MongoDB Database: Replica Set, Autosharding, Journaling, Architecture Part 2
It may seem strange to some that journaling was added as late as version 1.8 to MongoDB. Journaling is only now the default for 64 bit OS for MongoDB 2.0. Prior to that, you typically used replication to make sure write operations were copied to a replica before proceeding if the data was very important. The thought being that one server might go down, but two servers are very unlikely to go down at the same time. Unless somebody backs a truck over a high voltage utility poll causing all of your air conditioning equipment to stop working long enough for all of your servers to overheat at once, but that never happens (it happened to Rackspace and Amazon). And if you were worried about this, you would have replication across availability zones, but I digress.

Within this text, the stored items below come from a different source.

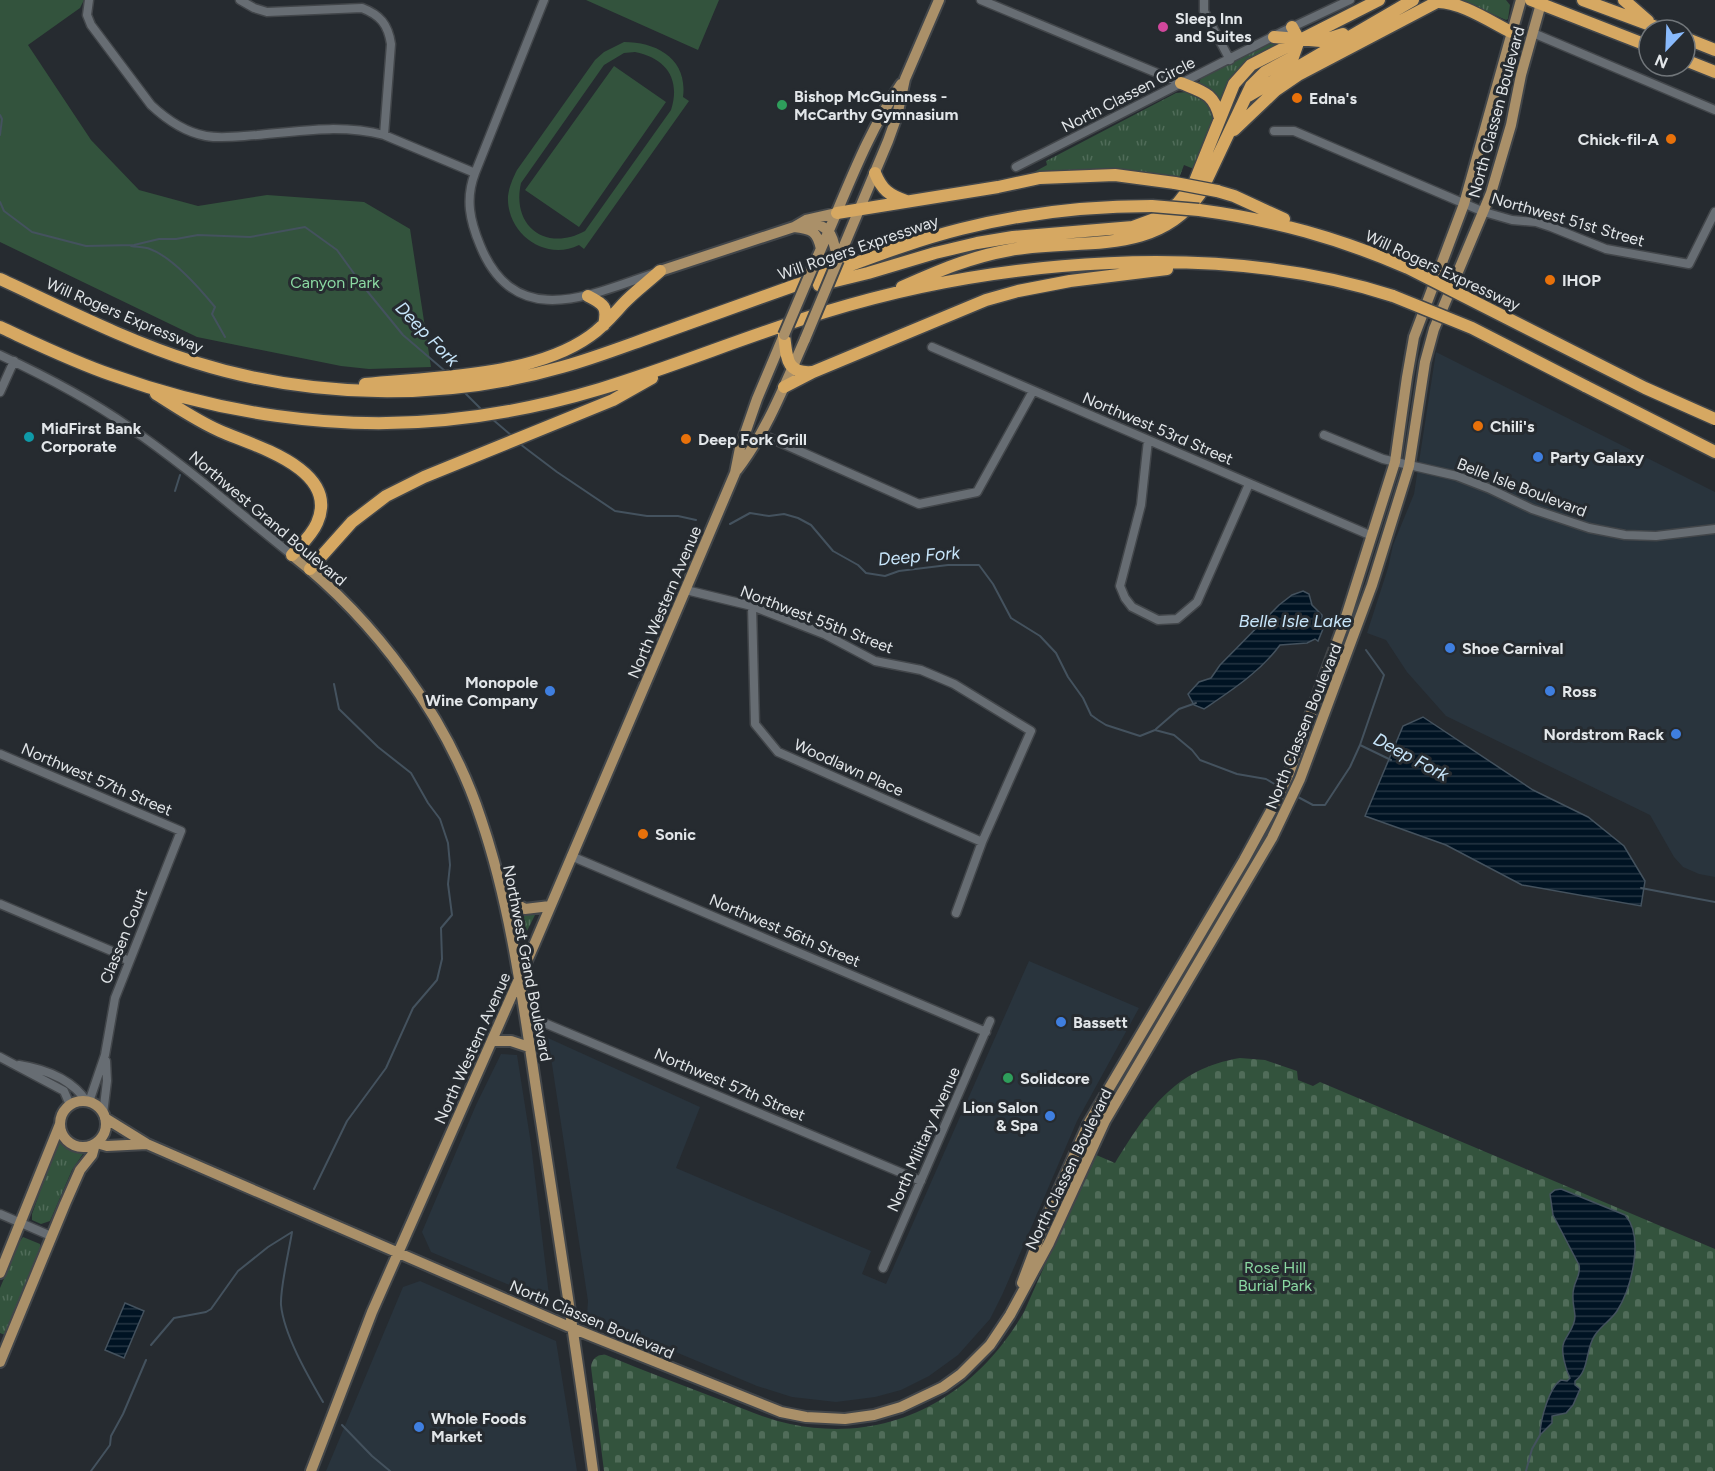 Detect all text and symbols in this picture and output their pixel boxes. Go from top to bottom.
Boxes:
place label: Sleep Inn and Suites [1175,9,1252,46]
north arrow [1637,18,1697,78]
marker: Sleep Inn and Suites [1156,20,1170,34]
street label: North Classen Boulevard [1464,24,1529,200]
text: N [1652,50,1671,73]
street label: North Classen Circle [1058,52,1198,136]
place label: Bishop McGuinness - McCarthy Gymnasium [794,87,958,124]
place label: Edna's [1309,89,1357,108]
marker: Edna's [1290,91,1304,105]
marker: Bishop McGuinness - McCarthy Gymnasium [775,98,789,112]
place label: Chick-fil-A [1578,130,1660,149]
marker: Chick-fil-A [1664,132,1678,146]
street label: Northwest 51st Street [1489,188,1647,250]
street label: Will Rogers Expressway [775,211,942,284]
street label: Will Rogers Expressway [1362,226,1524,315]
place label: IHOP [1562,271,1601,290]
park label: Canyon Park [290,273,380,292]
marker: IHOP [1543,273,1557,287]
street label: Will Rogers Expressway [43,274,207,357]
water label: Deep Fork [391,297,464,372]
street label: Northwest 53rd Street [1080,388,1236,469]
place label: Chili's [1490,417,1535,436]
place label: MidFirst Bank Corporate [41,419,142,456]
marker: Chili's [1471,419,1485,433]
marker: MidFirst Bank Corporate [22,430,36,444]
place label: Deep Fork Grill [698,430,807,449]
marker: Deep Fork Grill [679,432,693,446]
street label: Northwest Grand Boulevard [185,447,350,590]
place label: Party Galaxy [1550,448,1645,467]
marker: Party Galaxy [1531,450,1545,464]
street label: Belle Isle Boulevard [1454,454,1589,521]
street label: North Western Avenue [624,523,705,681]
water label: Deep Fork [877,541,962,571]
street label: Northwest 55th Street [738,581,896,657]
water label: Belle Isle Lake [1238,610,1352,632]
place label: Shoe Carnival [1462,639,1563,658]
street label: North Classen Boulevard [1262,641,1345,812]
marker: Shoe Carnival [1443,641,1457,655]
place label: Monopole Wine Company [425,673,539,710]
place label: Ross [1562,682,1597,701]
marker: Monopole Wine Company [543,684,557,698]
marker: Ross [1543,684,1557,698]
place label: Nordstrom Rack [1544,725,1664,744]
marker: Nordstrom Rack [1669,727,1683,741]
water label: Deep Fork [1370,728,1454,787]
street label: Woodlawn Place [791,735,907,800]
street label: Northwest 57th Street [19,739,175,820]
place label: Sonic [655,825,696,844]
marker: Sonic [636,827,650,841]
street label: Northwest Grand Boulevard [499,863,556,1063]
street label: Classen Court [96,886,151,987]
street label: Northwest 56th Street [706,890,863,971]
street label: North Western Avenue [430,969,515,1127]
place label: Bassett [1073,1013,1128,1032]
marker: Bassett [1054,1015,1068,1029]
street label: Northwest 57th Street [652,1044,808,1125]
street label: North Military Avenue [883,1064,964,1215]
place label: Solidcore [1020,1069,1090,1088]
marker: Solidcore [1001,1071,1015,1085]
street label: North Classen Boulevard [1021,1086,1116,1253]
place label: Lion Salon & Spa [962,1098,1038,1135]
marker: Lion Salon & Spa [1043,1109,1057,1123]
park label: Rose Hill Burial Park [1238,1258,1312,1295]
street label: North Classen Boulevard [507,1276,677,1363]
place label: Whole Foods Market [431,1409,527,1446]
marker: Whole Foods Market [412,1420,426,1434]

At one point MongoDB did not have single server durability, now it does with addition of journaling. But, this is far from a moot point. The general thought from MongoDB community was and maybe still is that to achieve Web Scale, durability was thing of the past. After allmemory is the new disk. If you could get the data on second server or two, then the chances of them all going down at once is very, very low. How often do servers go down these days? What are the chances of two servers going down at once? The general thought from MongoDB community was (is?) durability is overvalued and was just not Web Scale. Whether this is a valid point or not, there was much fun made about this at MongoDB's expense (rated R, Mature 17+).

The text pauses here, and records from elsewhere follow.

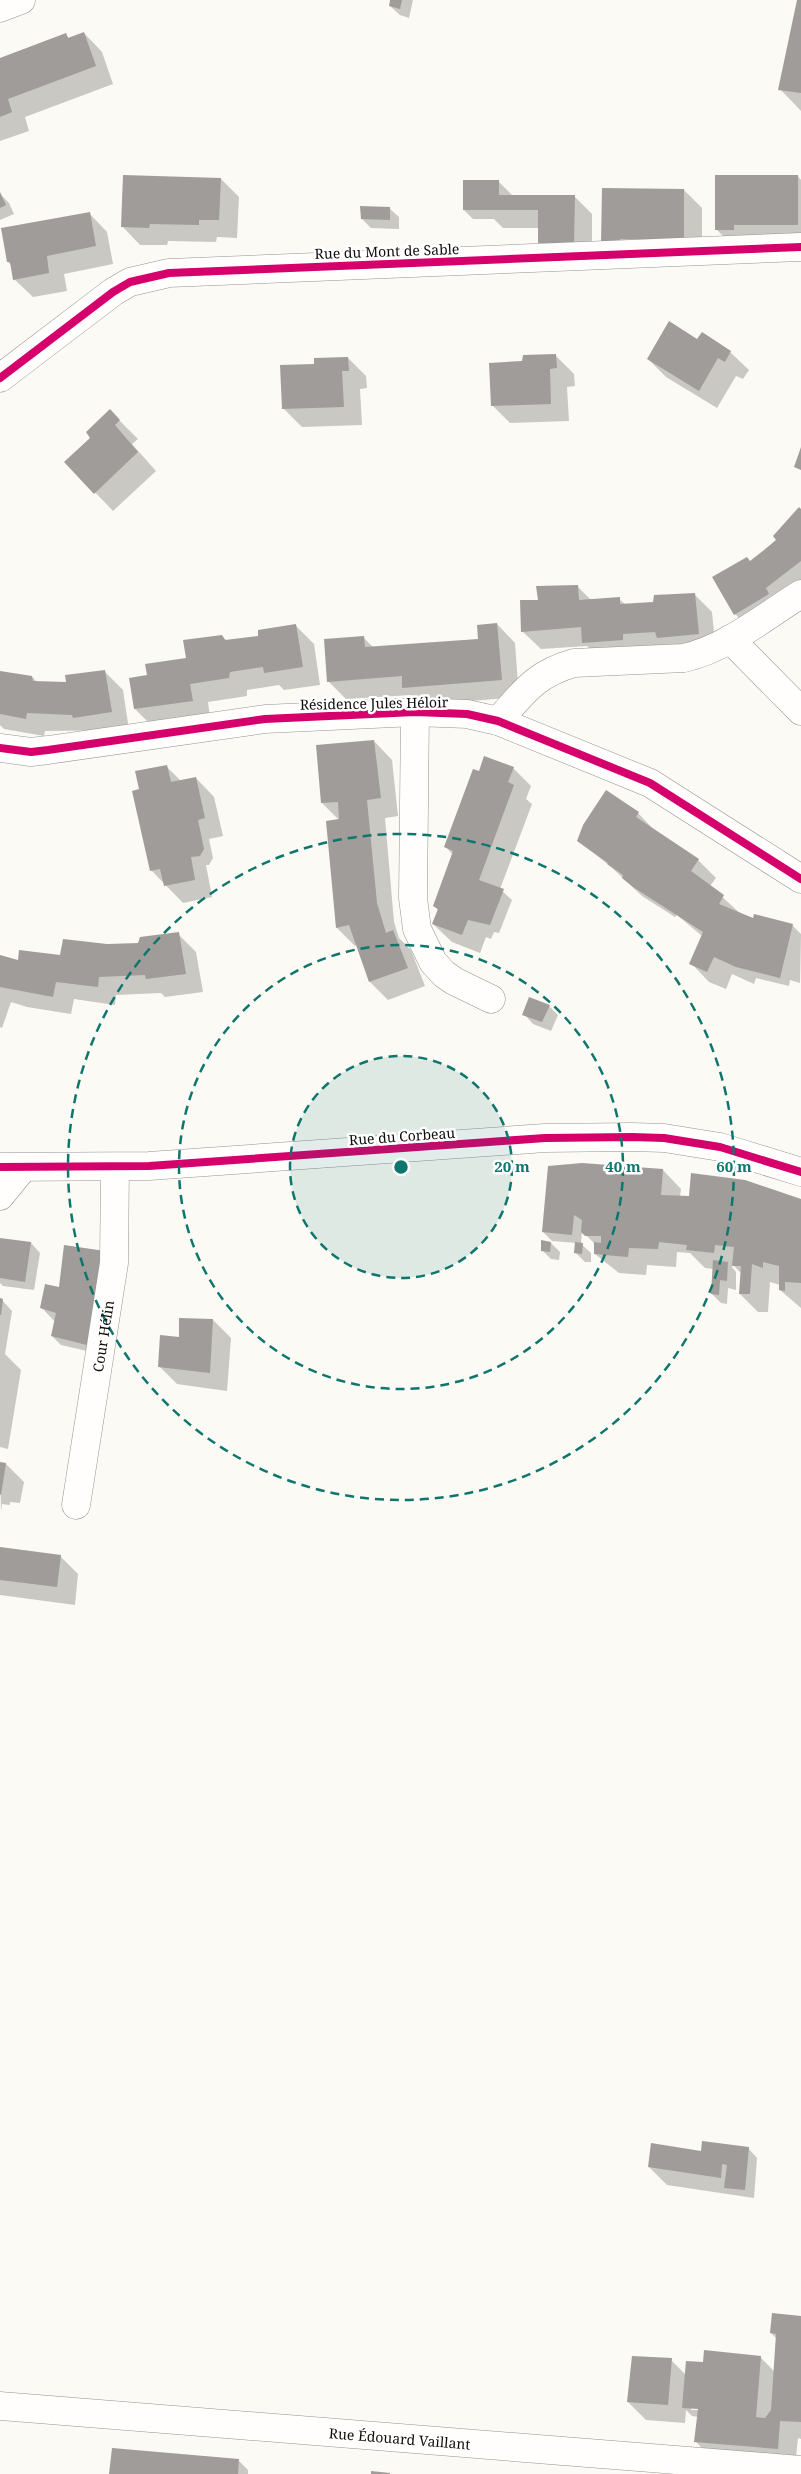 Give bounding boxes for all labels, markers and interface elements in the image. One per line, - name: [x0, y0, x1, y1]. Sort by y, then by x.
- street label: Rue du Mont de Sable: [314, 239, 460, 263]
- street label: Résidence Jules Héloir: [300, 692, 449, 714]
- street label: Rue du Corbeau: [348, 1123, 456, 1149]
- text: 20 m: [494, 1156, 530, 1176]
- text: 40 m: [605, 1156, 641, 1176]
- text: 60 m: [716, 1156, 752, 1176]
- centre of rings: [392, 1158, 410, 1176]
- street label: Cour Hélin: [88, 1299, 118, 1373]
- street label: Rue Édouard Vaillant: [328, 2423, 471, 2453]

As you recall MongoDB uses memory mapped file for its storage engine so it could be a while for the data in memory to get synced to disk by the operating system. Thus if you did have several machines go down at once (which should be very rare), complete recoverability would be impossible. There were workaround with tradeoffs, for example to get around this (now non issue) or minimize this issue, you could force MongoDB to do an fsync of the data in memory to the file system, but as you guessed even with a RAID level four and a really awesome server that can get slow quick. The moral of the story is MongoDB has journaling as well as many other options so you can decide what the best engineering tradeoff in data safety, raw speed and scalability. You get to pick. Choose wisely.
The reality is that no solution offers "complete" reliability, and if you are willing to allow for some loss (which you can with some data), you can get enormous improvements in speed and scale. Let's face it your virtual farm game data is just not as important as Wells Fargo's bank transactions. I know your mom will get upset when she loses the virtual tractor she bought for her virtual farm with her virtual money, but unless she pays real money she will likely get over it. I've lost a few posts on twitter over the years, and I have not sued once. If your servers have an uptime of 99 percent and you block/replicate to three servers than the probability of them all going down at once is (0.000001) so the probability of them all going down is 1 in 1,000,000. Of course uptime of modern operating systems (Linux) is much higher than this so one in 100,000,000 or more is possible with just three servers. Amazon EC2 offers discounts if they can't maintain an SLA of 99.95% (other cloud providers have even higher SLAs). If you were worried about geographic problems you could replicate to another availability zone or geographic area connected with a high-speed WAN. How much speed and reliability do you need? How much money do you have?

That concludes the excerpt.